In fact, your company's current 401k with its' target date funds will actually cost you more than holding stocks in an IRA. For example, look at the OER (Operating Expense Ratio) on the target date funds you're holding in your 401k. Most likely, the OER is somewhere in the range of 0.60%-1.50%. That means that the returns for each fund are being reduced by the OER (fee the fund company charges to pay the portfolio managers, keep the lights on, etc.) with whatever's leftover being reflected as an increase in the fund's price (aka your return for the year).

That OER is being taken every year, so ~1.00% per year. That's a fee! There is no such thing happening in an IRA, well, unless you buy mutual funds in it.

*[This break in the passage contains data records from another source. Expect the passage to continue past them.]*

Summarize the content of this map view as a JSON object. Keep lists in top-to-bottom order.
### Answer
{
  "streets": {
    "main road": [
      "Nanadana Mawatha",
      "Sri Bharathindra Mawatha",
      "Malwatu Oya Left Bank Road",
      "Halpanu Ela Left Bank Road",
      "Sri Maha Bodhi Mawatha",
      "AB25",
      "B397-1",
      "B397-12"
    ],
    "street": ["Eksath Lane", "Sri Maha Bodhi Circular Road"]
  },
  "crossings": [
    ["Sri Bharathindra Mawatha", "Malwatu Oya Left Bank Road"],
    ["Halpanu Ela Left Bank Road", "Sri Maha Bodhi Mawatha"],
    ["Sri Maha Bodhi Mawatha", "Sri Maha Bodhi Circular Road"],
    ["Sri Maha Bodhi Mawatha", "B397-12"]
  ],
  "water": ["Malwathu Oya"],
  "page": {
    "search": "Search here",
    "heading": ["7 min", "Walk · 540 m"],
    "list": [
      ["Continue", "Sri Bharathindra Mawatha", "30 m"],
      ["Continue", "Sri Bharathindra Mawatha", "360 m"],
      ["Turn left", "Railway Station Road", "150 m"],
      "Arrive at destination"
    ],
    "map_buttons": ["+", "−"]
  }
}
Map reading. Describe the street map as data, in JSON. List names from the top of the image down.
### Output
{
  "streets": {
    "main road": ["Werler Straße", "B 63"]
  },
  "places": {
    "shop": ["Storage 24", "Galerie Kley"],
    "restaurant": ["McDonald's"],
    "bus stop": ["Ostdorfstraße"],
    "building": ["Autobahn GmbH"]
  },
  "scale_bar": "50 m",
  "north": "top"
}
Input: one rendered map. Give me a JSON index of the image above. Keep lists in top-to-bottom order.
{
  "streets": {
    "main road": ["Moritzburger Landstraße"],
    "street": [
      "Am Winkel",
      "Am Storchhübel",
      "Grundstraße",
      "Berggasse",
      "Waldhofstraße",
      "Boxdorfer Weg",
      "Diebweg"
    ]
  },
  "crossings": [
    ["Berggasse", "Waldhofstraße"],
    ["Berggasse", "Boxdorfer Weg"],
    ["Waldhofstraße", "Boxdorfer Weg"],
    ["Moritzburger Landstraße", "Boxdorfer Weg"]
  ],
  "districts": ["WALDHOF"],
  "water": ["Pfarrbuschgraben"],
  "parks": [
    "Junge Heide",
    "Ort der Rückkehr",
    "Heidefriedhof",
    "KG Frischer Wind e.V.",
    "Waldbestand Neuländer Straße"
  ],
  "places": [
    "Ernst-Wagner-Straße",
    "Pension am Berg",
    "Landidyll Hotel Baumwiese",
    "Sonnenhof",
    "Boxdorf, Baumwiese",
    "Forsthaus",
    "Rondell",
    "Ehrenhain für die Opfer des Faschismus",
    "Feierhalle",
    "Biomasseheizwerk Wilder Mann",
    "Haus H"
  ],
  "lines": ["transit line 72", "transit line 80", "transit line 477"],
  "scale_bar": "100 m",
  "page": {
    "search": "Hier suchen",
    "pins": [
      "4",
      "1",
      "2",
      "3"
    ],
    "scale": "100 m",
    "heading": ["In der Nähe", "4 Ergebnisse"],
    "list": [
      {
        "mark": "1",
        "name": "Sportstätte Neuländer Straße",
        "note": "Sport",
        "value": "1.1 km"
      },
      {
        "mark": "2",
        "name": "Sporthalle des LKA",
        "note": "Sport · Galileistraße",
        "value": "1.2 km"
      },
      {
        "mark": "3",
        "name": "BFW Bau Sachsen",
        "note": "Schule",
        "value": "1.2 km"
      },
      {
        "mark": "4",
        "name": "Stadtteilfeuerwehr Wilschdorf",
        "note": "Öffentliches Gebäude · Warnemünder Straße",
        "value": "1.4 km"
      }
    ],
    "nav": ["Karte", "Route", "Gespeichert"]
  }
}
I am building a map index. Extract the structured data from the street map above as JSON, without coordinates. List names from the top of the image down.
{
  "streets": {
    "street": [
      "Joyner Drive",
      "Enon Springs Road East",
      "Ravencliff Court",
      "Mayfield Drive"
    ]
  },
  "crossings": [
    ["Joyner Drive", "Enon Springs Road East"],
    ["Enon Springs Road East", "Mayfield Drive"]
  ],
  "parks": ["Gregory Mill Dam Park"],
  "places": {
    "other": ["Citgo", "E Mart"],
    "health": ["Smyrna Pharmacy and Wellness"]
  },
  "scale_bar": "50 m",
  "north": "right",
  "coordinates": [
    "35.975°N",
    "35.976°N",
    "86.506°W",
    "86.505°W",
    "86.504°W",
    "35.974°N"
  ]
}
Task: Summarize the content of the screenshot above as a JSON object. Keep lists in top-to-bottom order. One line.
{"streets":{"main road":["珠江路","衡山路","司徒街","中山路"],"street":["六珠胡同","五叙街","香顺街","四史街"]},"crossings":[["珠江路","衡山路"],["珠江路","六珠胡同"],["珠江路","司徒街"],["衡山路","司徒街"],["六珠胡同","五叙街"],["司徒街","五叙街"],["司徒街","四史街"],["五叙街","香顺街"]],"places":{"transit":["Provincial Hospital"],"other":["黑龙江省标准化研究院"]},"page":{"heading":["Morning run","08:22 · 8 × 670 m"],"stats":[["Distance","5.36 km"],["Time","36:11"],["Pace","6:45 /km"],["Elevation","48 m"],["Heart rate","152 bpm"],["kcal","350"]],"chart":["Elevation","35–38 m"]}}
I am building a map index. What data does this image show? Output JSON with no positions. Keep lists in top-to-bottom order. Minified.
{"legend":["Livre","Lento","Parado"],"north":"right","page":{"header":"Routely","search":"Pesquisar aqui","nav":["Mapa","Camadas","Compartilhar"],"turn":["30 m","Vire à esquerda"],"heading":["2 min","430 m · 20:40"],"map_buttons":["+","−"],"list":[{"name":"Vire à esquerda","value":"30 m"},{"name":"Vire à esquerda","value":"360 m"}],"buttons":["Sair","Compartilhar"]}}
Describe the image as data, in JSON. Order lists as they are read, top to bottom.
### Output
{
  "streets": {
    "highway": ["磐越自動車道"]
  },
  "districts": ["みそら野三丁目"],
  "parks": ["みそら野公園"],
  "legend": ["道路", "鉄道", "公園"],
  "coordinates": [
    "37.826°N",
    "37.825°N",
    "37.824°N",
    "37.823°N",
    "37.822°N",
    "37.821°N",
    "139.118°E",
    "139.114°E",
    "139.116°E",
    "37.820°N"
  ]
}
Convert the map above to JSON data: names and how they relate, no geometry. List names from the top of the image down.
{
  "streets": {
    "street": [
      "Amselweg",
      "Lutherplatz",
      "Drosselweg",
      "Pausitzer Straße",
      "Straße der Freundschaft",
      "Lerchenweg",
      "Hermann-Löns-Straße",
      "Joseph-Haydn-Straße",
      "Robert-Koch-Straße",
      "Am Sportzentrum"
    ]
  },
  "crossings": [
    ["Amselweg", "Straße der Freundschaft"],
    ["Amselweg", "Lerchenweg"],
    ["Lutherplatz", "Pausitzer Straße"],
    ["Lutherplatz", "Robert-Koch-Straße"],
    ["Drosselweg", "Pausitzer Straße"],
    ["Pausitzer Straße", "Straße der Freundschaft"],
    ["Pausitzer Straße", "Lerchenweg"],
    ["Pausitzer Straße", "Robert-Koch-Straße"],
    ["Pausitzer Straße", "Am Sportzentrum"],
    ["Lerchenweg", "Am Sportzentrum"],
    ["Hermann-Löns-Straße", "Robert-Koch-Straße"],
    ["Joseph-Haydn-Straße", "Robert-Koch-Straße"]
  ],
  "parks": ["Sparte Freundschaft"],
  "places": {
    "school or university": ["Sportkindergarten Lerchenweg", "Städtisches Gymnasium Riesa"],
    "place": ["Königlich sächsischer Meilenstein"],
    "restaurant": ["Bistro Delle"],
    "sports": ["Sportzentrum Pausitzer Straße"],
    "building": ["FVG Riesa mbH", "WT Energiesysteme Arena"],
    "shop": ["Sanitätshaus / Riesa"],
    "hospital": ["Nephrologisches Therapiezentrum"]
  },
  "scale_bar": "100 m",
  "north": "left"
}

So, yeah, you'll pay some amount in commissions to buy your stocks (or whatever you choose) in the IRA, but you shouldn't have to pay anything additional on an annual basis. You can even buy ETFs in the IRA and sometimes that can be done commission free.
Well Im reading this whole thread, and Gregs post are really getting me excited, haha

the OER on mine is .78%

The investment guy I have been talking to here at my new job says that I should go with Mutual Funds since I am young (31)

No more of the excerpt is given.